* [What you are asked to do]
Your task is to work out how many lines in the data that follows hold "ARROYO" and to state that number alone.

___ Data records ___

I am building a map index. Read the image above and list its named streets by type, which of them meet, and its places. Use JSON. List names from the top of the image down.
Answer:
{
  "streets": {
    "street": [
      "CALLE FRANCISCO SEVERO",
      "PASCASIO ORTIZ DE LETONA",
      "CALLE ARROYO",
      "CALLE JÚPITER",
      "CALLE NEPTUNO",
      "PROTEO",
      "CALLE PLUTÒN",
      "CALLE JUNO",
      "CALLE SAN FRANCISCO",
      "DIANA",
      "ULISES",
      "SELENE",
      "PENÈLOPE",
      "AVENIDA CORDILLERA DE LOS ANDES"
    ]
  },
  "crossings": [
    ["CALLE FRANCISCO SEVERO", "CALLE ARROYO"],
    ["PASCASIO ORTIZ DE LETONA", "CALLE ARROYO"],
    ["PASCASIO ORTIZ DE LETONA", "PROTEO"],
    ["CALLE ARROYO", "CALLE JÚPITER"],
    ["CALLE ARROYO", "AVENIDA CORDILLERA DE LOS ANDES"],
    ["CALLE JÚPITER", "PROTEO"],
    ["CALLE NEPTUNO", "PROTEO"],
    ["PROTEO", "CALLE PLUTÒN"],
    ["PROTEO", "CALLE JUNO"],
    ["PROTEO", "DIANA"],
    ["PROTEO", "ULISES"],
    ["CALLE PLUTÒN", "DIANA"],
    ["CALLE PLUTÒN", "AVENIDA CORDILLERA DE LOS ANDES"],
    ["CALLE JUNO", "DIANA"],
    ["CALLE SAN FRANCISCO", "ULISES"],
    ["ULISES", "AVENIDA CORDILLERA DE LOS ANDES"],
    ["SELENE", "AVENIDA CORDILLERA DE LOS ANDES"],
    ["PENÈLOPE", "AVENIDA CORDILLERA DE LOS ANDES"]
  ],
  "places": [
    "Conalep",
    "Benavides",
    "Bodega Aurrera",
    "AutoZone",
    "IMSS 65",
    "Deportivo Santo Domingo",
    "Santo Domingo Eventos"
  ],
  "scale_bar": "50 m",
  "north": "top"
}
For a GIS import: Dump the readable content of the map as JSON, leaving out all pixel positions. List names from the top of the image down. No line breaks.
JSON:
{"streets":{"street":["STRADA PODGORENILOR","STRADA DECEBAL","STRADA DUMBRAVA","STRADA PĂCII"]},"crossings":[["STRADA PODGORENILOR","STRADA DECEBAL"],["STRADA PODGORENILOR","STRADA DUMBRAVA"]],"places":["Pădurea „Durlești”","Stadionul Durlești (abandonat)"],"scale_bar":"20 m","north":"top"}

___
___ Data records ___

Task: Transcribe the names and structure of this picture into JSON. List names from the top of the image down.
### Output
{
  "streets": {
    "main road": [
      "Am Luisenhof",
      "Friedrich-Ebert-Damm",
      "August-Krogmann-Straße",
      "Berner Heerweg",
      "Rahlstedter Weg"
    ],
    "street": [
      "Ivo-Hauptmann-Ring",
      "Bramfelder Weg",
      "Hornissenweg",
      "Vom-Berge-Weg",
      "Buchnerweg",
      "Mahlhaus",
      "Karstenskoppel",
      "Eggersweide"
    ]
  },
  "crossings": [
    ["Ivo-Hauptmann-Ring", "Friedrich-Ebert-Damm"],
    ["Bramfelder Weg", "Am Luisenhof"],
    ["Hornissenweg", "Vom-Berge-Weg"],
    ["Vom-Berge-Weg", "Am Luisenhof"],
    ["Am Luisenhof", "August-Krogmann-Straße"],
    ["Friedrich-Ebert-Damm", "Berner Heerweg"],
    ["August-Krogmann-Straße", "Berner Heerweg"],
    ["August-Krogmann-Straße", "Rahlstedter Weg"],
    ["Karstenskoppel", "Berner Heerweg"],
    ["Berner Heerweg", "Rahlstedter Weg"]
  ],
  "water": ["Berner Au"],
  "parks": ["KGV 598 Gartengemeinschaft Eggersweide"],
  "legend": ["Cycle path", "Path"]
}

___

* [Result for this exercise]
5